Keep PCB Beautiful launches cigarette campaign during Thunder Beach
FROM KEEP PCB BEAUTIFUL
Keep PCB Beautiful (KPCBB) is taking its Cigarette Litter Prevention Campaign to Thunder Beach this weekend.
Two Cigarette Litter Receptacles will be placed at different venues during Thunder Beach. These receptacles are different than the other ones placed in the community because they have two sides and allow people to “vote” on different subjects/questions. Attendees will use their cigarette butts to voice their opinions. Some of the questions will be Harley or Indian, Jim Beam or Jack Daniels, and Craft Beer or Domestic. Keeping the cigarette butts out of the environment and making it a “fun” competition is a win/win outcome.
Keep PCB Beautiful will also hand out pocket ashtrays to participants of Thunder Beach.
Keep PCB Beautiful’s Cigarette Litter Prevention Campaign was kicked off with the installation of 54 Cigarette Litter Receptacles on and around the City Pier, Frank Brown Park, Pier Park, and local restaurants, marinas and fishing charters. When KPCBB was awarded a grant for its Cigarette Litter Prevention Campaign, the group sought to find locations that would make the most difference in the community, on our beaches, and the Gulf. The cigarette butts that are contained will be recycled through TerraCycle, an innovative recycling company that has become a global leader in recycling hard-to-recycle waste.
According to Keep America Beautiful (KAB), Americans are smoking fewer cigarettes than ever before, yet cigarette butts continue to be the most commonly littered item in the United States and around the world today.
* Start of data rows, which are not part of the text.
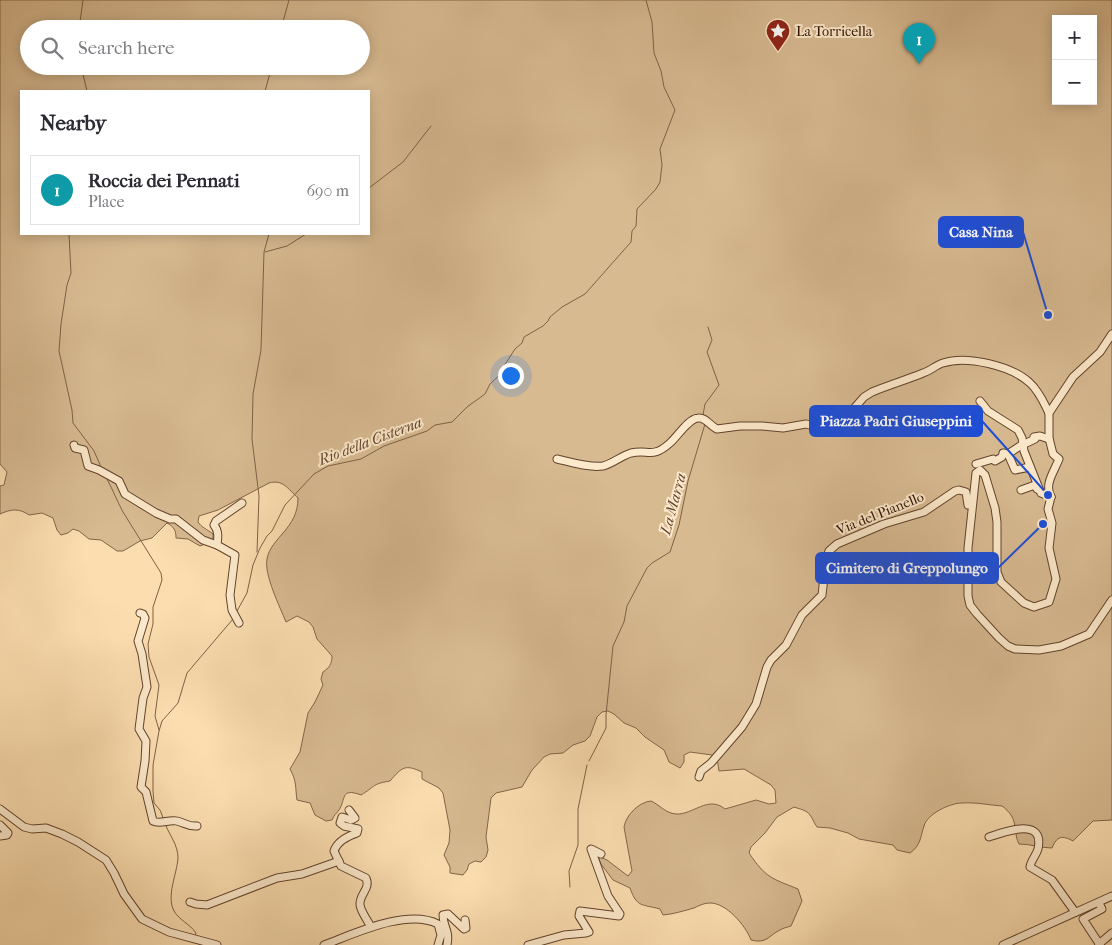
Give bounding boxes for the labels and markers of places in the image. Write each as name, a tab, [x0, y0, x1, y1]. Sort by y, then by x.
place icon: La Torricella	[765, 18, 791, 52]
place label: La Torricella	[796, 23, 873, 40]
pin: 1	[903, 23, 935, 64]
callout: Casa Nina	[939, 217, 1023, 247]
callout: Piazza Padri Giuseppini	[810, 406, 982, 436]
callout: Cimitero di Greppolungo	[816, 553, 998, 583]

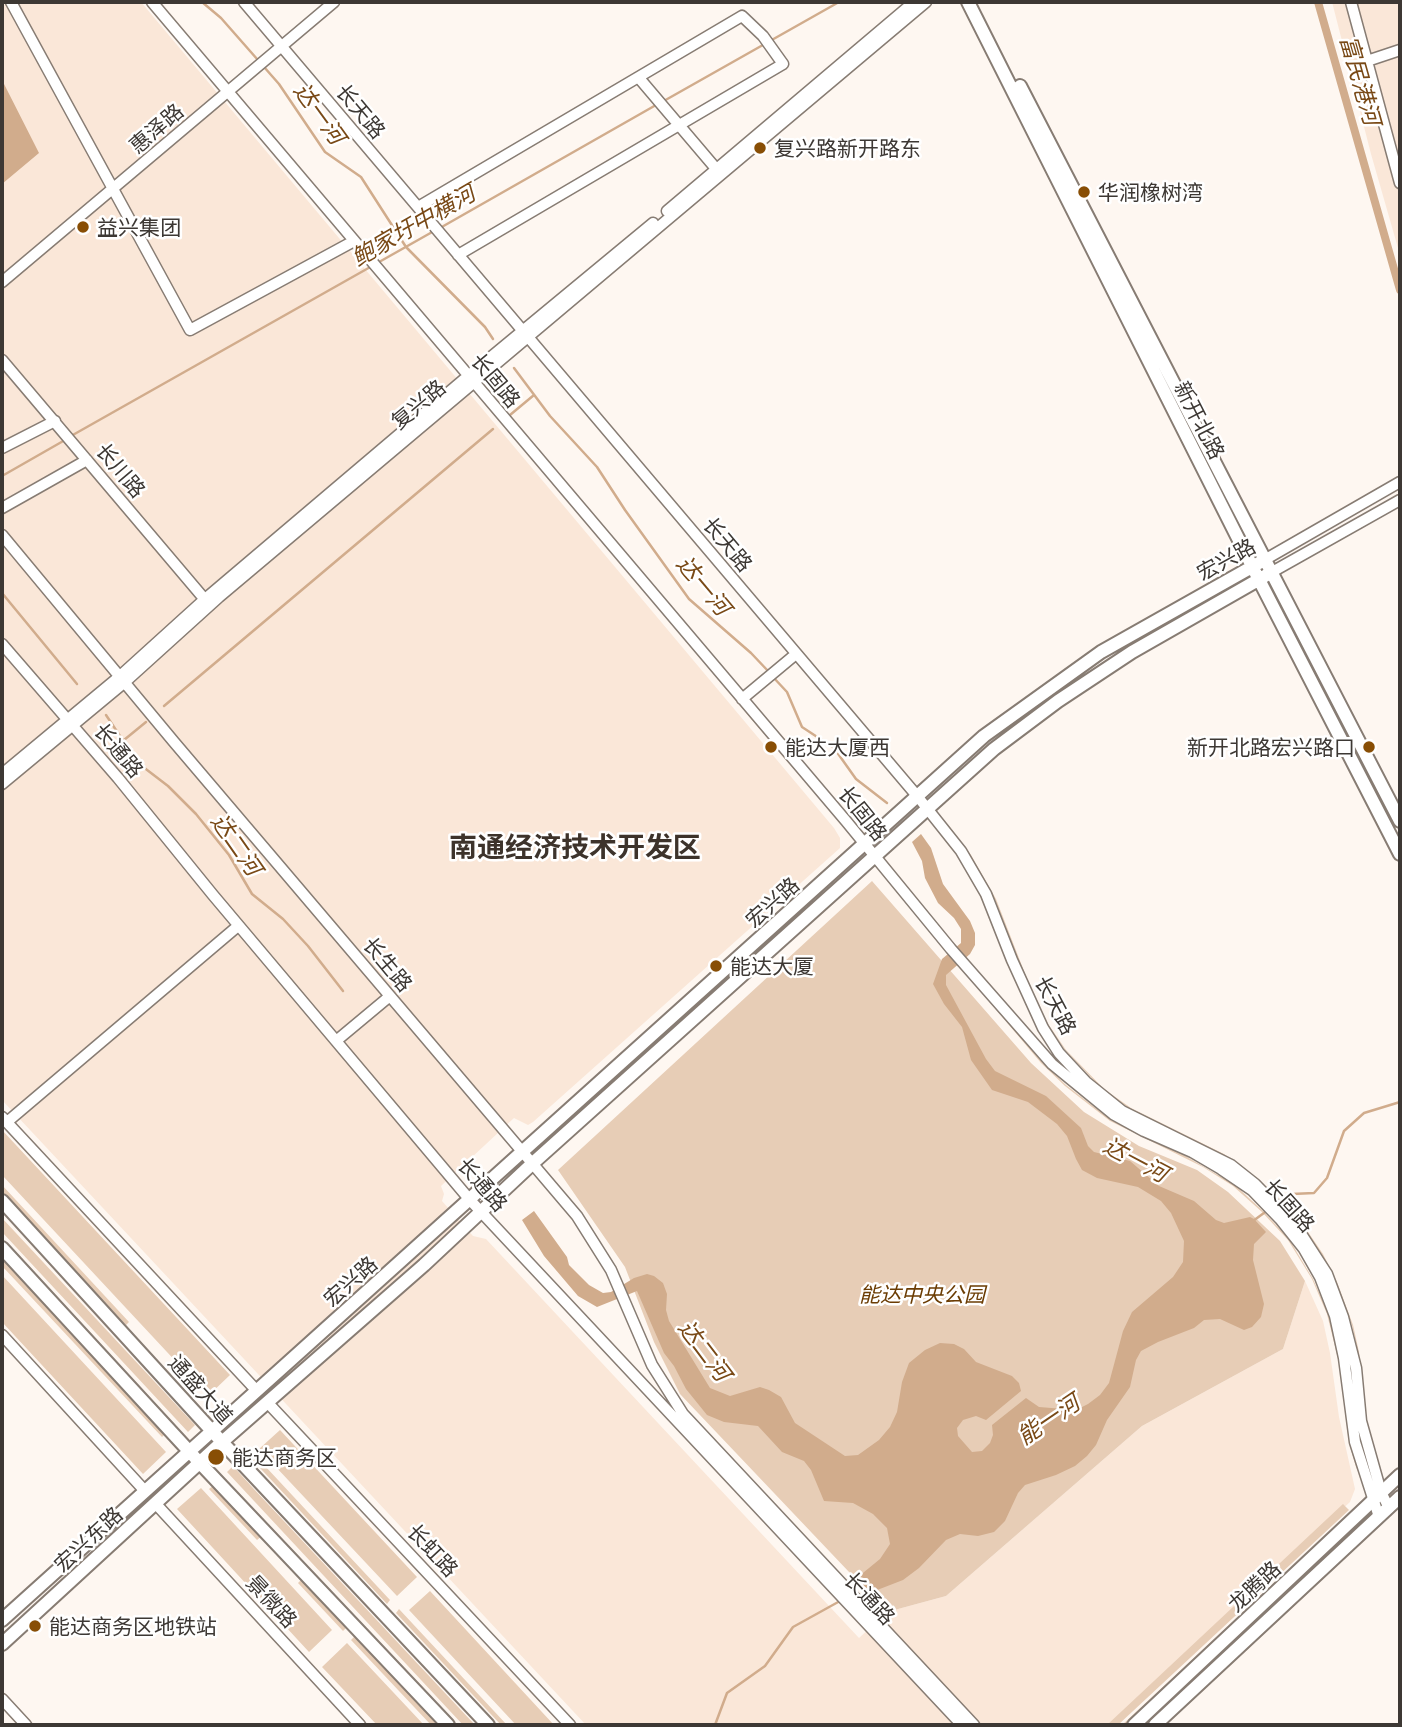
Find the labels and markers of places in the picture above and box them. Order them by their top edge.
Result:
place label: 复兴路新开路东 [774,135,921,161]
marker: 复兴路新开路东 [752,140,768,156]
place label: 华润橡树湾 [1098,179,1203,205]
marker: 华润橡树湾 [1076,184,1092,200]
place label: 益兴集团 [97,214,181,240]
marker: 益兴集团 [75,219,91,235]
place label: 能达大厦西 [785,734,890,760]
place label: 新开北路宏兴路口 [1187,734,1355,760]
marker: 能达大厦西 [763,739,779,755]
marker: 新开北路宏兴路口 [1361,739,1377,755]
place label: 能达大厦 [730,953,814,979]
marker: 能达大厦 [708,958,724,974]
place label: 能达商务区 [232,1444,337,1470]
marker: 能达商务区 [206,1447,226,1467]
place label: 能达商务区地铁站 [49,1613,217,1639]
marker: 能达商务区地铁站 [27,1618,43,1634]

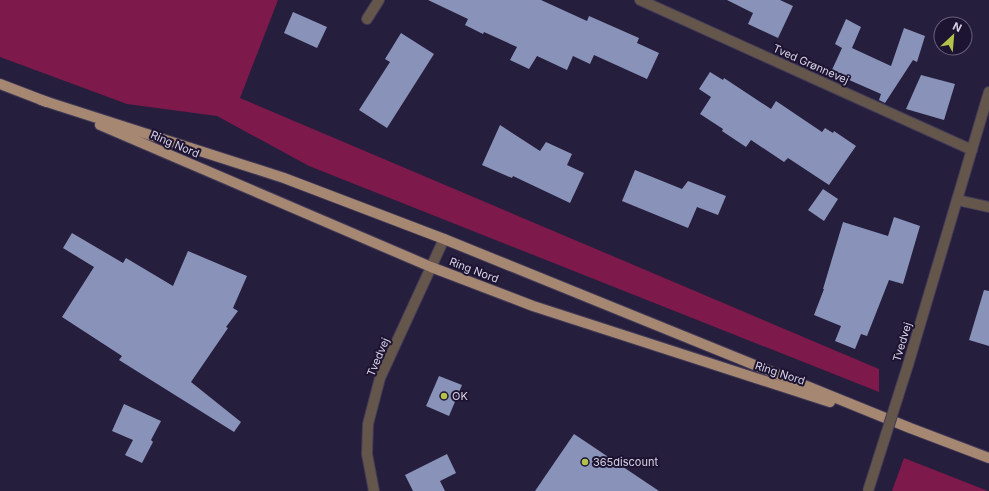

KAB specifies two reasons—lack of awareness on the smoker's part (77 percent of people in a survey by KAB responded that they didn’t think of cigarette butts as litter), and the lack of availability of waste receptacles at transition locations, such as outside stores and other buildings, and at public transportation pickup spots. Keep America Beautiful notes that for every public butt receptacle, cigarette litter drops by nine percent in that area.
The core of most cigarette filters, the part that looks like white cotton, is actually a form of plastic called cellulose acetate. By itself, cellulose acetate is very slow to degrade in our environment. Depending on the conditions of the area the cigarette butt is discarded in, it can take 18 months to 10 years for a cigarette filter to decompose. But that isn't the worst of it. Used cigarette filters are full of toxins, which can leach into the ground and waterways, damaging living organisms that come into contact with them. Most filters are discarded with bits of tobacco still attached to them as well, further polluting our environment with nicotine, which is poisonous.
Keep PCB Beautiful is a local affiliate of Keep America Beautiful. The group’s vision is to make Panama City Beach a clean and beautiful place in which to live, work, and visit and to support environmental and conservation initiatives. Keep PCB Beautiful is working to clean up and green up from the streets to the beach. Hoping to inspire individuals and businesses to improve the community and natural environment.